Les films Séville Justin Leyrolles-Bouchard et Roy Dupuis

Francis Leclerc revisite le répertoire de son père Félix en adaptant son légendaire Pieds nus dans l’aube.

Cela fait plusieurs années que Francis Leclerc envisageait de transposer au cinéma ce roman culte qui a été publié en 1946. Il attendait d’être prêt, d’avoir tourné suffisamment pour ne plus être appelé le «fils de». «Ça fait un bien fou de rentrer dans une œuvre de mon père, de la donner au monde», confie le cinéaste, soulagé, lors de notre rencontre dans un café littéraire de Villeray.

Pour son porte-bonheur Roy Dupuis, qui le suit depuis Mémoires affectives, sa présence était essentielle au projet. «Si ça n’avait pas été Francis qui avait réalisé cette histoire-là, je ne l’aurais probablement pas fait», avoue le populaire comédien, qui s’est fait offrir le rôle du père de Félix Leclerc le jour de son anniversaire.

Devant la tâche de travail, le réalisateur s’est adjoint les services de Fred Pellerin pour l’épauler au scénario. Deux têtes valent mieux qu’une, comme le dit l’adage, surtout si «l’autre personne te relance, te met au défi et te critique, fait remarquer le metteur en scène. Le film est meilleur avec Fred que sans.»

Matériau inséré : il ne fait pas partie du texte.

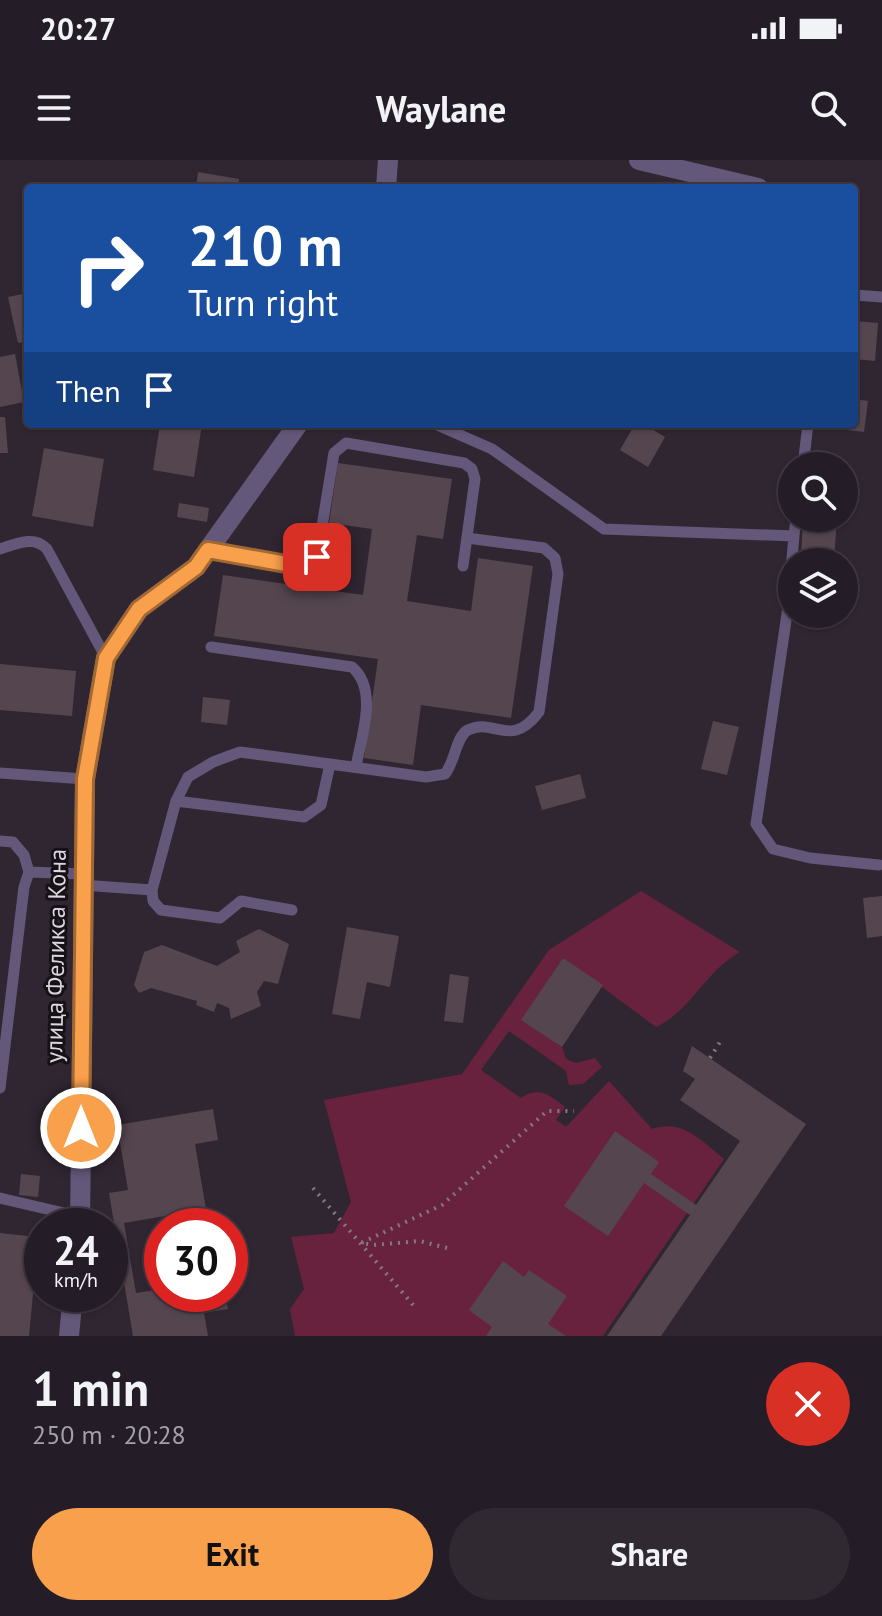 <!DOCTYPE html>
<meta charset="utf-8">
<style>
:root{--surface:#241c26;--page:#302932;--text:#f1f3f6;--muted:#a3a1a7;--line:#413a43;--accent:#f9a04c}
body{margin:0;font-family:"PT Sans",sans-serif;background:var(--page);color:var(--text);height:100vh;display:flex;flex-direction:column;font-size:30px;white-space:nowrap}
*{box-sizing:border-box;margin:0}
p{font-size:26px;color:var(--muted)}
.icon{flex:none;width:44px;height:44px;fill:none;stroke:currentColor;stroke-width:2;stroke-linecap:round;stroke-linejoin:round}
.map{position:relative;height:1176px;overflow:hidden}
.details{display:flex;flex-direction:column;background:var(--surface);flex:1}
.details>*{flex:none}
.banner{position:absolute;left:24px;top:24px;width:834px;height:244px;border-radius:8px;box-shadow:0 2px 6px #0004,0 0 0 2px var(--line);background:#1a4fa0;color:#fff;overflow:hidden}
.buttons{position:absolute;left:778px;top:292px;display:grid;gap:16px}
.buttons a{display:grid;place-items:center;width:80px;height:80px;border-radius:50%;background:var(--surface);box-shadow:0 2px 6px #0004,0 0 0 2px var(--line);font-size:40px}
.speed{position:absolute;left:24px;top:1048px;display:flex;gap:16px;font-size:40px;font-weight:700;text-align:center}
.speed>*{display:grid;place-content:center;width:104px;height:104px;border-radius:50%;background:var(--surface);box-shadow:0 2px 6px #0004,0 0 0 2px var(--line);line-height:1}
.speed small{font-size:20px;font-weight:400}
.speed .limit{border:12px solid #d22;background:#fff;color:#111}
.pin{position:absolute;display:grid;place-items:center;width:68px;height:68px;color:#fff;margin:-34px;border-radius:16px;box-shadow:0 4px 12px #0006}
.me{position:absolute;width:88px;margin:-44px;rotate:0deg;stroke-linejoin:round;filter:drop-shadow(0 0 6px #0008)}
.turn{display:flex;align-items:center;gap:28px;height:168px;padding:0 32px;font-size:36px}
.turn .icon{width:104px;height:104px;stroke-width:2.5}
.turn b{display:block;font-size:56px;line-height:68px}
.then{display:flex;align-items:center;height:76px;padding:0 32px;background:#0003;gap:16px;font-size:30px}
.round{display:grid;place-items:center;flex:none;width:84px;height:84px;border-radius:42px;background:var(--page)}
.headline{display:flex;align-items:center;justify-content:space-between;height:136px;padding:0 32px}
h1{font-size:48px;font-weight:800;line-height:60px}
.action{display:flex;gap:16px;margin-top:auto;padding:16px 32px}
.action a{flex:1;height:92px;border-radius:48px;background:var(--accent);color:#111;font-size:32px;font-weight:800;line-height:92px;text-align:center}
.action a+a{background:var(--page);color:var(--text)}
.status{display:flex;justify-content:space-between;align-items:center;height:56px;padding:0 40px;background:var(--surface);direction:ltr}
.status svg{height:22px;fill:currentColor}
header{display:flex;justify-content:space-between;align-items:center;height:104px;padding:0 32px;background:var(--surface);font-size:36px;font-weight:800}
.map>svg:first-child{display:block}
</style>
<div class="status"><b>20:27</b><svg viewBox="0 0 49 12"><path d="M0 12V9h3v3zM5 12V6h3v6zM10 12V3h3v9zM15 12V0h3v12zM26 1h20v11H26zM47 4h2v5h-2z"/></svg></div>
<header><svg class="icon" aria-label="menu" viewBox="0 0 24 24"><path d="M4 6h16M4 12h16M4 18h16"/></svg>Waylane<svg class="icon" aria-label="search" viewBox="0 0 24 24"><circle cx="10" cy="10" r="6"/><path d="M15 15l6 6"/></svg></header>
<div class="map">
<svg width="882" height="1176" viewBox="0 0 882 1176">
<rect width="100%" height="100%" fill="#302632"/>
<path fill="#69223d" d="M641,731L740,792C705,811 691,851 656,867L563,798L522,860L562,887L566,899L576,903L595,898L602,907L583,924L569,925L566,911L509,871L481,910L521,938C539,926 549,935 565,947L556,960L566,967L609,921L652,969C682,958 702,981 724,999L603,1176H295L290,1149L304,1129L291,1077L334,1073L351,1042L324,940L462,914L549,790Z"/>
<path fill="#55454f" d="M198,12L239,19L238,28H196Z
M28,133V181L18,183L8,137Z
M854,161L878,163L875,201L854,199Z
M15,194L24,242L0,247V197Z
M854,239L868,241L864,272L829,268L830,264H854Z
M0,257H5L8,293H0Z
M160,264H202L194,317L153,310Z
M635,264H643L665,277L648,307L620,290Z
M44,288L104,299L93,367L32,356Z
M338,303L452,319L443,379L417,375L407,441L471,451L478,398L533,406L511,558L421,545L413,605L364,598L378,499L214,476L223,415L363,435L372,369L329,363Z
M179,343L209,348L207,362L177,357Z
M803,358L837,360L834,399L801,396Z
M0,504L76,511L72,556L0,550Z
M203,537L230,540L227,565L201,562Z
M713,561L739,567L727,615L701,609Z
M580,614L586,638L542,650L535,626Z
M882,736V776L867,778L863,738Z
M347,767L399,776L390,827L367,822L360,859L332,854Z
M259,769L289,784L278,824L264,821L257,832L261,846L231,859L229,848L217,843L214,852L196,845L197,841L151,828L139,833L134,825L144,792L162,785L217,806L240,792L236,781Z
M563,798L603,825L562,887L521,860Z
M450,814L469,817L463,863L444,861Z
M692,886L806,964L661,1176H607L690,1055L644,1023L608,1076L564,1046L615,971L659,1002L651,1014L696,1045L740,981L680,940L695,919L683,911Z
M213,949L218,980L195,984L206,1049L124,1063L136,1133L162,1129V1134H225L228,1149L204,1153L208,1176H133L109,1033L128,1030L117,965Z
M21,1014L40,1016L38,1037L19,1035Z
M0,1073L28,1076L24,1112L35,1113L29,1176H0Z
M503,1101L524,1117L529,1110L567,1136L548,1164L566,1176H486L492,1167L469,1150Z"/>
<g fill="none" stroke-linecap="round" stroke-linejoin="round">
<path stroke="#817983" stroke-width="4" stroke-dasharray="2 6" stroke-linecap="butt" d="M710,898L720,882
M313,1028L414,1146
M447,1088L420,1081L374,1085L361,1083L442,1045L547,951H574"/>
<path stroke="#64587a" stroke-width="11" d="M854,135L882,137
M435,264L492,289L604,369L794,376L787,454L756,664L773,689L810,698L879,705
M803,306L808,264
M794,376L796,358
M0,389C16,384 34,375 47,389L106,498
M208,390L303,407L312,405L317,397L334,293L346,283L464,303L472,309L475,319L463,406
M211,487L352,507C379,530 361,577 356,607
M330,604L426,617L445,614C455,602 456,576 468,570C494,557 510,590 539,552L558,414L555,398L544,388L467,378
M0,613L85,619
M0,681L13,682L24,695L29,712
M82,725L152,730L176,641L188,617L213,602L240,592L330,604L321,645L304,657L176,641
M152,730L153,741L161,750L220,758L241,741L292,750
M0,928L24,727L29,712L82,714
M0,1038L81,1057"/>
<path stroke="#64587a" stroke-width="20" d="M639,0L758,28
M386,28L388,0
M80,1066L85,619L106,498L139,449L196,407L298,264
M69,1176L73,1134"/>
</g>
<g fill="none" stroke-linecap="round" stroke-linejoin="round">
<g stroke="#a26831" stroke-width="20">
<path id="route" d="M81,968L85,619L106,498L139,449L196,407L208,390L303,407L312,405L317,397"/>
</g>
<use href="#route" stroke="#f9a04c" stroke-width="14"/>
</g>
<g text-anchor="middle" stroke-width="6" stroke-linejoin="round" paint-order="stroke">
<g font-size="24" fill="#dcd6de" stroke="#151116">
<text transform="translate(56 796) rotate(-89)" y="8">улица Феликса Кона</text>
</g>
</g>
</svg>
<div class="buttons">
<a><svg class="icon" aria-label="search" viewBox="0 0 24 24"><circle cx="10" cy="10" r="6"/><path d="M15 15l6 6"/></svg></a>
<a><svg class="icon" aria-label="layers" viewBox="0 0 24 24"><path d="M12 4l9 5-9 5-9-5zM3 14l9 5 9-5"/></svg></a>
</div>
<div class="speed"><div>24<small>km/h</small></div><div class="limit">30</div></div>
<div class="pin" style="left:317px;top:397px;background:#d93025"><svg class="icon" aria-label="arrive" viewBox="0 0 24 24"><path d="M6 21V4h12l-3 4 3 4H6"/></svg></div>
<svg class="me" style="left:81px;top:968px" viewBox="-20 -20 40 40"><circle r="17" fill="#f9a04c" stroke="#fff" stroke-width="3"/><path d="M0-11L8 9 0 5-8 9z" fill="#fff"/></svg>
<div class="banner">
<div class="turn"><svg class="icon" aria-label="right" viewBox="0 0 24 24"><path d="M7 20v-9h11M14 6l5 5-5 5"/></svg><div><b>210 m</b>Turn right</div></div>
<div class="then">Then<svg class="icon" aria-label="arrive" viewBox="0 0 24 24"><path d="M6 21V4h12l-3 4 3 4H6"/></svg></div>
</div>
</div>
<section class="details">
<div class="headline"><div><h1>1 min</h1><p>250 m · 20:28</p></div><a class="round" style="background:#d93025;color:#fff"><svg class="icon" aria-label="close" viewBox="0 0 24 24"><path d="M6 6l12 12M18 6L6 18"/></svg></a></div>
<div class="action"><a>Exit</a><a>Share</a></div>
</section> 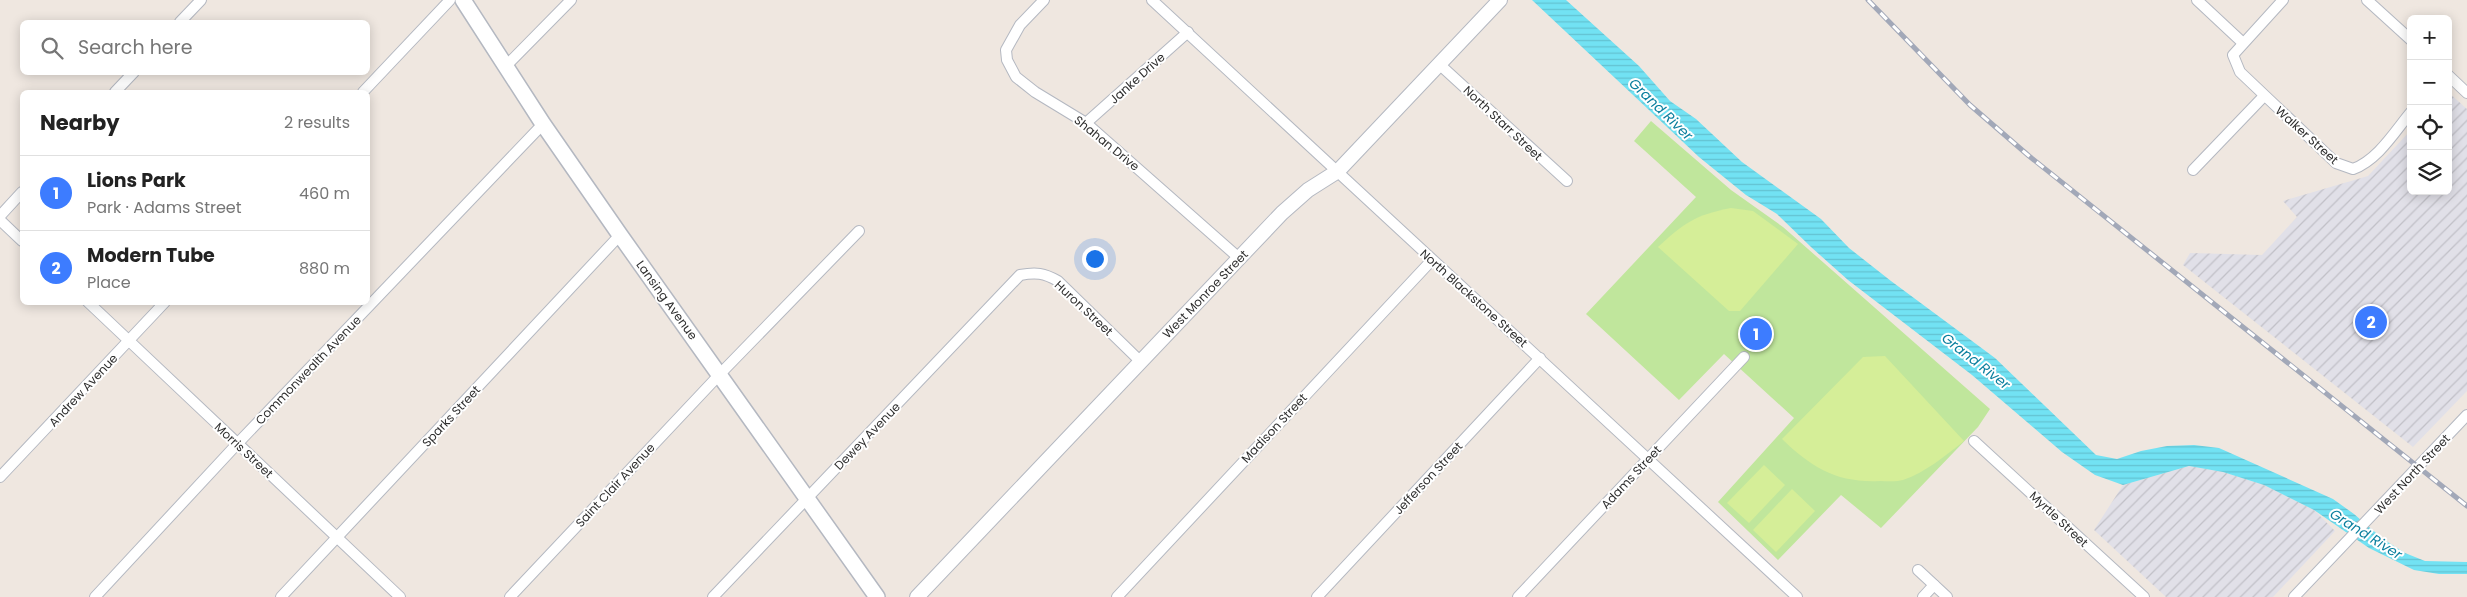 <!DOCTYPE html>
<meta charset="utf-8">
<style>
:root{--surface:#fff;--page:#f6f6f6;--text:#222;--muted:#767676;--line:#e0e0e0;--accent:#3d7cff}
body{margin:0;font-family:Poppins,sans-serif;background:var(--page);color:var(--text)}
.controls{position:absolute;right:15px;top:15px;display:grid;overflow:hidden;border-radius:8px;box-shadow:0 2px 12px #0003}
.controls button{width:45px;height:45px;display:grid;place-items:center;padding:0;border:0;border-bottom:1px solid var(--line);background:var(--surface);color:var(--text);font:25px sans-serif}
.you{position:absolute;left:1094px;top:258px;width:18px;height:18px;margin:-12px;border:4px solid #fff;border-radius:50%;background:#1a73e8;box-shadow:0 0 0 8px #1a73e833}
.badge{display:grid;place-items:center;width:32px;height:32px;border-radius:50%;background:var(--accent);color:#fff;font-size:16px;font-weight:700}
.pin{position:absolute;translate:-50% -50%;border:2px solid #fff;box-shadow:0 1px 5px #0006}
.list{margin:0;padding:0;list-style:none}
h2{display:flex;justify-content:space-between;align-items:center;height:65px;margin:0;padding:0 20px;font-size:21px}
h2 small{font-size:16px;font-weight:400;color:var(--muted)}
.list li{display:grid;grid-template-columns:32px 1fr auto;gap:15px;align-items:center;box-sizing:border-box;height:75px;padding:0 20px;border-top:1px solid var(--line)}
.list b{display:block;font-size:19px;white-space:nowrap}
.list p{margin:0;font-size:16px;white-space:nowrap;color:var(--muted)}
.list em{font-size:16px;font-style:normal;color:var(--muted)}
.icon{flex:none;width:28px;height:28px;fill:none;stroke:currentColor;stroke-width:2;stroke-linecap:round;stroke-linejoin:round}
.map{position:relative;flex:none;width:2467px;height:597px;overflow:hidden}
.search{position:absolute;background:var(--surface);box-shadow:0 2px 12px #0003;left:20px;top:20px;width:350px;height:55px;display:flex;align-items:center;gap:12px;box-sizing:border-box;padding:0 18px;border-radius:8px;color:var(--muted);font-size:19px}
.panel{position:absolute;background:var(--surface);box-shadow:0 2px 12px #0003;left:20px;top:90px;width:350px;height:215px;border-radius:8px}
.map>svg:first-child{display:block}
.industrial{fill:url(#industrial-furrows)}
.park{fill:#c0e69c}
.pitch{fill:#d5ee98}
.water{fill:url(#water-rules)}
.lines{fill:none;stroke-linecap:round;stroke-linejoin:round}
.minor-casing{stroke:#b4b8c1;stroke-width:12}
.tertiary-casing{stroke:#b4b8c1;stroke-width:16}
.secondary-casing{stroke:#b4b8c1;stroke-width:18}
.minor{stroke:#fff;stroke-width:10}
.tertiary{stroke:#fff;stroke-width:14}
.secondary{stroke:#fff;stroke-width:15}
.rail-casing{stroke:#a2a8b8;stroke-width:5}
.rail{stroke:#fff;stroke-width:3;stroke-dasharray:9;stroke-linecap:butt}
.labels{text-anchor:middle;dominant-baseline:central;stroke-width:4;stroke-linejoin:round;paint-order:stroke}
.street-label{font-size:12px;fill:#2e2e2e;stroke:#fff}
.water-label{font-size:14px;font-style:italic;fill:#0a7f9e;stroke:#fff}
</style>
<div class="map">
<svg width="2467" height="597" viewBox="0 0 2467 597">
<defs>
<pattern id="industrial-furrows" width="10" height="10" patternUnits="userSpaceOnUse" patternTransform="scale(1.25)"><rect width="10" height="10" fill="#e1e0e8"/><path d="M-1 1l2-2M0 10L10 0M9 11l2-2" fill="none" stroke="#c1c0c7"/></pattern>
<pattern id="water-rules" width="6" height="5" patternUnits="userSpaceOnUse" patternTransform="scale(1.25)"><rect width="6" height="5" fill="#72e2f3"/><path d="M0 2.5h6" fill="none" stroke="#63c2d1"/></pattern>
</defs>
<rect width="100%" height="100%" fill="#efe7e0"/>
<!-- industrial -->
<g class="industrial">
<path d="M 2448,92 L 2467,109 L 2467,391 L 2413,447 L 2183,265 L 2190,253 L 2262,255 L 2297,217 L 2283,201 L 2368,176 L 2411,130 L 2411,191 L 2448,191 Z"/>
<path d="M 2189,466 L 2223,472 L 2264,485 L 2314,510 L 2335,531 L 2273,597 L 2166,597 L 2094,530 L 2123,485 Z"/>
</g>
<!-- park -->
<path class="park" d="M 1651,121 L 1731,190 L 1783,227 L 1990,409 L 1978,427 L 1881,528 L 1841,495 L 1778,560 L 1718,502 L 1794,418 L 1724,354 L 1679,400 L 1586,314 L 1696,197 L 1634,141 Z"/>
<!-- pitch -->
<g class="pitch">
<path d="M 1731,208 L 1753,211 L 1798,244 L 1740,311 L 1729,311 L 1658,247 C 1684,223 1695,215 1731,208 Z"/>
<path d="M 1885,356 L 1964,441 C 1945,456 1926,472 1903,480 C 1896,482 1887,481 1880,481 C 1837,483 1812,468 1782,439 L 1863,357 Z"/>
<path d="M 1764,465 L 1785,485 L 1749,523 L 1727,503 Z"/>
<path d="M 1792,489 L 1815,511 L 1776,552 L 1753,530 Z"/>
</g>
<!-- water -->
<path class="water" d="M 1532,0 L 1566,0 L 1639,66 L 1670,101 L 1696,119 L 1742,162 L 1821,219 L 1849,248 L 1891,281 L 1995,358 L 2096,455 L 2117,459 L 2141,451 L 2167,446 L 2194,445 L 2219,448 L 2333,499 L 2354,514 L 2383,539 L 2405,553 L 2425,561 L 2467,562 L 2467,574 L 2439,574 L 2414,570 L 2369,548 L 2314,510 L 2264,485 L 2223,472 L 2189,466 L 2123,485 L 2095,475 L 2062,452 L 1972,375 L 1848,280 L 1811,247 L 1777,214 L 1746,195 L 1699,157 Z"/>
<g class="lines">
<defs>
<g id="minor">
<path d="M 1044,0 L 1020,25 L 1006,50 L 1007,60 L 1016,77 L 1035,92 L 1086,123 L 1239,258"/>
<path d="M 1152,0 L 1797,597"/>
<path d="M 2197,0 L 2243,43"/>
<path d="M 2283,0 L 2233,55 L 2240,72 L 2336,163 L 2353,169 C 2378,160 2395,131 2411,112"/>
<path d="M 2367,0 L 2411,40"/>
<path d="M 180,22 L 201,0"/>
<path d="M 1439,64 L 1567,181"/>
<path d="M 506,66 L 571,0"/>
<path d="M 2448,75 L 2467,93"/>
<path d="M 115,92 L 134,72"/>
<path d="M 363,92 L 450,0"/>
<path d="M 1086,123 L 1188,32"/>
<path d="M 2193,170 L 2264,96"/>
<path d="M 0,216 L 22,192"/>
<path d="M 0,220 L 22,241"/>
<path d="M 88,302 L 400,597"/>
<path d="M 1974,441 L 2144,597"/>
<path d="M 0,477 L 165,302"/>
<path d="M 1918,570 L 1947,597"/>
<path d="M 95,597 L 238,443 L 543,124"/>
<path d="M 281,597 L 620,235"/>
<path d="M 510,597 L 720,374 L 859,231"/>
<path d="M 713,597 L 1020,275 C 1036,272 1044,273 1058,281 L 1140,361"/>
<path d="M 1117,597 L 1432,260"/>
<path d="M 1317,597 L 1540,358"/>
<path d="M 1518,597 L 1744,357"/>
<path d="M 1923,597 L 1934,585"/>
<path d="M 2294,597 L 2467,415"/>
</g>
<path id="tertiary" d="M 917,597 L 1282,213 L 1308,190 L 1338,171 L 1500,0"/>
<path id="secondary" d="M 463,0 L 543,124 L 620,235 L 877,597"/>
</defs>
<!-- minor casing -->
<use href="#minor" class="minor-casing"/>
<!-- tertiary casing -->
<use href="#tertiary" class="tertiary-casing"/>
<!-- secondary casing -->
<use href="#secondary" class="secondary-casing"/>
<!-- minor -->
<use href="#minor" class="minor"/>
<!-- tertiary -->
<use href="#tertiary" class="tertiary"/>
<!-- secondary -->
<use href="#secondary" class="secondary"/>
<defs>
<path id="rail" d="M 1868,0 L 1970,105 L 2029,156 L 2467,506"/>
</defs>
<!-- rail casing -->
<use href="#rail" class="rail-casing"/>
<!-- rail -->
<use href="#rail" class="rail"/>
</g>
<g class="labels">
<!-- street labels -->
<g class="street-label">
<text transform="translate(1137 78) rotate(-42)">Janke Drive</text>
<text transform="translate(1503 123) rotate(43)">North Starr Street</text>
<text transform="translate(2307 135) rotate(42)">Walker Street</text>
<text transform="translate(1107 143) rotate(39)">Shahan Drive</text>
<text transform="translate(1205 294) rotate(-46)">West Monroe Street</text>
<text transform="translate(1474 298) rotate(42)">North Blackstone Street</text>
<text transform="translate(667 300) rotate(54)">Lansing Avenue</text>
<text transform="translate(1084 308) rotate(43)">Huron Street</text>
<text transform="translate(308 370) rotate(-46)">Commonwealth Avenue</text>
<text transform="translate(83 390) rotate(-47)">Andrew Avenue</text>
<text transform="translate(451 416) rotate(-47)">Sparks Street</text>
<text transform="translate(1274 428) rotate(-47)">Madison Street</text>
<text transform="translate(867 436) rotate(-46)">Dewey Avenue</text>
<text transform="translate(244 450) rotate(43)">Morris Street</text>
<text transform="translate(2412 474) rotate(-47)">West North Street</text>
<text transform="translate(1631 477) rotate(-47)">Adams Street</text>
<text transform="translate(1428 478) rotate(-47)">Jefferson Street</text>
<text transform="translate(615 485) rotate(-47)">Saint Clair Avenue</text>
<text transform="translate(2059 519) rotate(43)">Myrtle Street</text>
</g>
<!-- water labels -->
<g class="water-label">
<text transform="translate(1661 109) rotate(44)">Grand River</text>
<text transform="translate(1976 361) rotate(38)">Grand River</text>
<text transform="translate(2366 534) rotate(32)">Grand River</text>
</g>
</g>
</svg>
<div class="controls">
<button>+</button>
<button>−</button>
<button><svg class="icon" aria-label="locate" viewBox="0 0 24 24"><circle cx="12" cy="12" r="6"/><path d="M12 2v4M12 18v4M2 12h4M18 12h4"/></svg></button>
<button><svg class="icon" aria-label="layers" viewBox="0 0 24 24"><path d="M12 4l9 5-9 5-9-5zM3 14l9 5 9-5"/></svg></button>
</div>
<div class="you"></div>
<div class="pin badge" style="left:1756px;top:334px">1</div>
<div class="pin badge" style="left:2371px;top:322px">2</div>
<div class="search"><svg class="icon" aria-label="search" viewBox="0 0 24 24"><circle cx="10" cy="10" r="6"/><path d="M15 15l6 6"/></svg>Search here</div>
<section class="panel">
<h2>Nearby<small>2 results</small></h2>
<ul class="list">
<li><span class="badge">1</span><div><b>Lions Park</b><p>Park · Adams Street</p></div><em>460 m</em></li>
<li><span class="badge">2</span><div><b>Modern Tube</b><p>Place</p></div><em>880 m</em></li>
</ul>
</section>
</div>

Il ne faut toutefois pas s’attendre à un long métrage sur l’artiste ou à un simple biopic. Il s’agit plutôt d’un récit initiatique sur un garçon de 
12 ans prénommé Félix 
(Justin Leyrolles-Bouchard) qui va découvrir le monde qui l’entoure. Une œuvre simple et douce dans la lignée du précédent Un été sans point ni coup sûr de son créateur.

«C’est ma vision bien personnelle de ce que mon père aurait été, laisse savoir son fiston. Je pense que j’aurais été ami avec ce gars-là.»
Évoluant entre les deux grandes guerres dans un Québec en quête d’émancipation, le jeune héros francophone est d’ailleurs un des rares personnages à apporter des nuances à sa relation avec ses voisins anglophones. «Je trouve que, des fois, la vision de mon père des Anglais était trop noire, avoue celui qui s’est fait un nom au cinéma en 2001 avec Une jeune fille à la fenêtre. J’ai ajouté un peu de blanc pour rendre ça plus gris. Pour adoucir cette espèce de haine automatique qu’il y avait dans les années 1930 et 1940.»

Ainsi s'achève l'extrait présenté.